TASK BRIEF: Copy each line containing the word "shadow" from the records that follow, please.

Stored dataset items
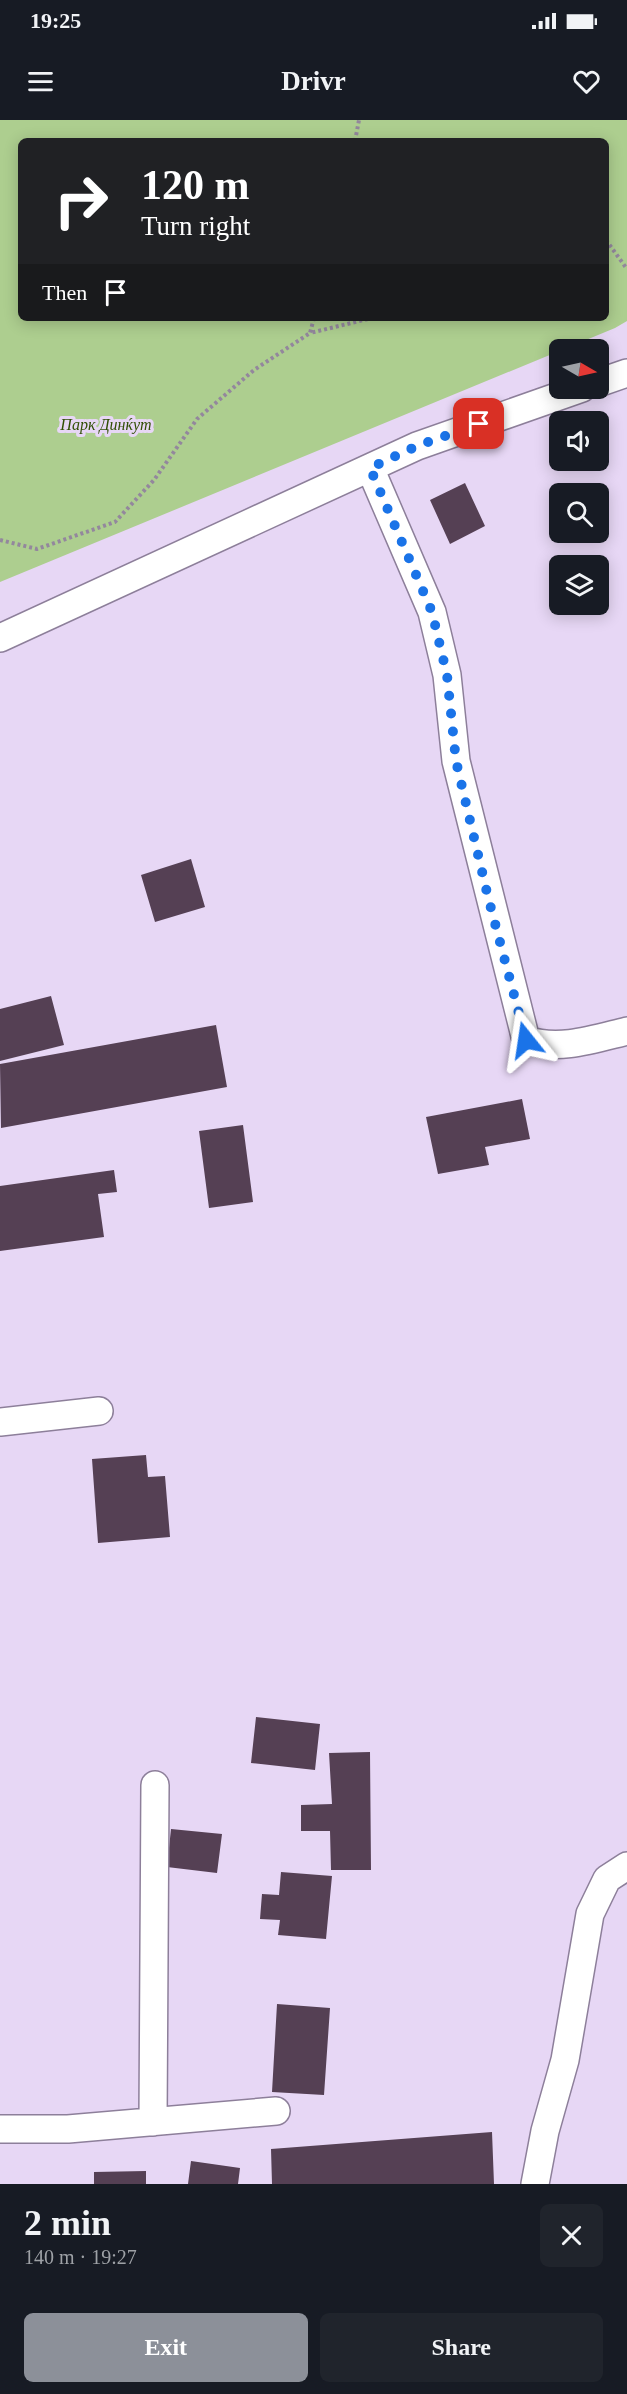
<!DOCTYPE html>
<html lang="en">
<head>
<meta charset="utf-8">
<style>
  body { margin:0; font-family:"Times New Roman",serif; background:#20242c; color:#f1f3f6; height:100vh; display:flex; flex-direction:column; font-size:22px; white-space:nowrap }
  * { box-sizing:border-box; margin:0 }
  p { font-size:20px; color:#9ea1a6 }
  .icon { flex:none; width:33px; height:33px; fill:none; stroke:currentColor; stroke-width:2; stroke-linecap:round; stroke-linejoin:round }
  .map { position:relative; height:2064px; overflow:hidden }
  .details { display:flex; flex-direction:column; background:#171b24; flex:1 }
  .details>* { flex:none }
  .hud { position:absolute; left:18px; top:18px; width:591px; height:183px; border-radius:9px; box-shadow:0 3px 15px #0003; background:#202124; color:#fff; overflow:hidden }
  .needle { width:39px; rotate:99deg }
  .fabs { position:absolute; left:549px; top:219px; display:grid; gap:12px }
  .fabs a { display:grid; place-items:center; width:60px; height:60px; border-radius:9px; background:#171b24; box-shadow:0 3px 15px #0003; font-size:30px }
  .pin { position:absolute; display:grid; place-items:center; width:51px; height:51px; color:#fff; margin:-26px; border-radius:12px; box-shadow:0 3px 9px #0006 }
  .me { position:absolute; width:66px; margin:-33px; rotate:345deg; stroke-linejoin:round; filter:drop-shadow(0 0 4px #0008) }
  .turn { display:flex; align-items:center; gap:21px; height:126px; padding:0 24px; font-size:27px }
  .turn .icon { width:78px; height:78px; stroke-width:2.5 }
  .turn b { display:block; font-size:42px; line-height:51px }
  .then { display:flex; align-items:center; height:57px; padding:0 24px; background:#0003; gap:12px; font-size:22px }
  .round { display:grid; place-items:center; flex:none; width:63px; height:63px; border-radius:9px; background:#20242c }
  .headline { display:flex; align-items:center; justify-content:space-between; height:102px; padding:0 24px }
  h1 { font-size:36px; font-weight:700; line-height:45px }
  .action { display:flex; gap:12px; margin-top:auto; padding:12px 24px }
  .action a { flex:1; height:69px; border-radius:9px; background:#8c9099; color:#fff; font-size:24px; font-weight:700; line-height:69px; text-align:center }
  .action a+a { background:#20242c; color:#f1f3f6 }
  .status { display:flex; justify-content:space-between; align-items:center; height:42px; padding:0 30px; background:#171b24; direction:ltr }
  .status svg { height:16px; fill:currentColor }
  header { display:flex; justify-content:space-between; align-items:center; height:78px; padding:0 24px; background:#171b24; font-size:27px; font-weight:700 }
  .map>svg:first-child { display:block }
  .green { fill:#adce8f; fill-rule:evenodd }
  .building { fill:#554054 }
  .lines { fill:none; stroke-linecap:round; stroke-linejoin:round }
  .street-casing { stroke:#8d7f9a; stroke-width:30 }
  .path { stroke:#93879d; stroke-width:4; stroke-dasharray:3 3; stroke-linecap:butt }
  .street { stroke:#fff; stroke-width:27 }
  .route { stroke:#1a73e8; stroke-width:10; stroke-dasharray:0 18 }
  .labels { text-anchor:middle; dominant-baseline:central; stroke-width:6; stroke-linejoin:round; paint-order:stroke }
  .park-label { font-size:16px; font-style:italic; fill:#314f05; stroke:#e7d7f5 }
</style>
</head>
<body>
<div class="status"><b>19:25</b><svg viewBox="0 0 49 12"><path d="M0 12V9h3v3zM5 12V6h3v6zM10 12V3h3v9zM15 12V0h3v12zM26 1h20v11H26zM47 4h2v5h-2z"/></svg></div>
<header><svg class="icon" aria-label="menu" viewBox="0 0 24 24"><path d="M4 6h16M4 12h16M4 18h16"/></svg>Drivr<svg class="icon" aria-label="heart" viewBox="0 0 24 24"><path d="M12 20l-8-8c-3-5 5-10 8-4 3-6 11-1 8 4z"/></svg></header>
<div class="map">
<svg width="627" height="2064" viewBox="0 0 627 2064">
  <rect width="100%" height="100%" fill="#e7d7f5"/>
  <path class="green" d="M0,0h627v201l-12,7 -615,254zM21,21h585v177h-585z"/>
  <path class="building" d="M465,363l20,43 -35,18 -20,-44z
    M191,739l14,48 -50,15 -14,-47z
    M51,876l13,49 -64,16v-52z
    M216,905l11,62 -226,41 -1,-64z
    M522,979l8,40 -45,8 4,18 -51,9 -12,-57z
    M243,1005l10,77 -44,6 -10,-77z
    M114,1050l3,22 -19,2 6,43 -104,14v-65z
    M146,1335l2,22 17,-1 5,61 -72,6 -6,-84z
    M256,1597l64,7 -5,46 -64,-7z
    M370,1632l1,118h-40l-1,-39h-29v-26l31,-1 -3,-51z
    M171,1709l51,5 -5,39 -50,-6z
    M281,1752l51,4 -6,63 -48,-4 2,-15 -20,-1 2,-25 17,1z
    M277,1884l53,4 -6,87 -52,-3z
    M492,2012l2,52h-222l-1,-35z
    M191,2041l49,7 -2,16h-50z
    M146,2051v13h-52v-12z"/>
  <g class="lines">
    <g class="street-casing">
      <path id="street" d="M598,263l29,-10
        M370,348l62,144 15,63 9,86 70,279c34,11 68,-1 101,-9
        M0,518l417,-192 165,-58
        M0,1302l99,-11
        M153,2002l2,-337
        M0,2009h68l208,-18
        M535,2064l10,-53 20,-71 25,-146 17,-35 20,-13"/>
    </g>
    <path class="path" d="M355,21l4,-21
      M606,120l21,29
      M314,198l-4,15 62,-15
      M0,420l37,9 78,-27 39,-42 43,-61 57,-49 56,-37"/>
    <use href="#street" class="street"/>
  </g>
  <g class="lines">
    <path class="route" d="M479,304l-62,22 -47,22 62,144 15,63 9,86 32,136 38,143"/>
  </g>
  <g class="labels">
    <g class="park-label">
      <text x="106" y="304">Парк Динќут</text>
    </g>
  </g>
</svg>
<div class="fabs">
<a><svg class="needle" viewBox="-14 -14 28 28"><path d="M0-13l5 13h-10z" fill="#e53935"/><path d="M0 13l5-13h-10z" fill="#9ea1a6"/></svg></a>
<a><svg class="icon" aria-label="sound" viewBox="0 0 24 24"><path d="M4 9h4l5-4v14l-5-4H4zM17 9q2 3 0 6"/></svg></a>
<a><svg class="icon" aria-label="search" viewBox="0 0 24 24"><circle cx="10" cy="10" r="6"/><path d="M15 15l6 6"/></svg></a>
<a><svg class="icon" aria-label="layers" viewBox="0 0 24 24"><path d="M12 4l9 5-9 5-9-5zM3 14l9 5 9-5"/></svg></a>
</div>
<div class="pin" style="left:479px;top:304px;background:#d93025"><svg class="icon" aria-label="arrive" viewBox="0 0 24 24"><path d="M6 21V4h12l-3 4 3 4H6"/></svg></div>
<svg class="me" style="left:526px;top:920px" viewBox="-20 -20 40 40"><path d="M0-17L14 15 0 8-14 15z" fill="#1a73e8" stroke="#fff" stroke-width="4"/></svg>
<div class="hud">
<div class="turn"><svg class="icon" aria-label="right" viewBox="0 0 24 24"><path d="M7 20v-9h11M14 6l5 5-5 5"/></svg><div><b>120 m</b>Turn right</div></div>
<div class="then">Then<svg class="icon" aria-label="arrive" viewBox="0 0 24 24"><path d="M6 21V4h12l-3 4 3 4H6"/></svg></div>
</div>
</div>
<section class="details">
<div class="headline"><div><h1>2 min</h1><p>140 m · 19:27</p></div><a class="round"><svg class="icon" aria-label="close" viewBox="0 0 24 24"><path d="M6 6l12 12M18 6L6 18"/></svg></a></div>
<div class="action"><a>Exit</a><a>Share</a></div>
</section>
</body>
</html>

WRITTEN RESPONSE:
  .hud { position:absolute; left:18px; top:18px; width:591px; height:183px; border-radius:9px; box-shadow:0 3px 15px #0003; background:#202124; color:#fff; overflow:hidden }
  .fabs a { display:grid; place-items:center; width:60px; height:60px; border-radius:9px; background:#171b24; box-shadow:0 3px 15px #0003; font-size:30px }
  .pin { position:absolute; display:grid; place-items:center; width:51px; height:51px; color:#fff; margin:-26px; border-radius:12px; box-shadow:0 3px 9px #0006 }
  .me { position:absolute; width:66px; margin:-33px; rotate:345deg; stroke-linejoin:round; filter:drop-shadow(0 0 4px #0008) }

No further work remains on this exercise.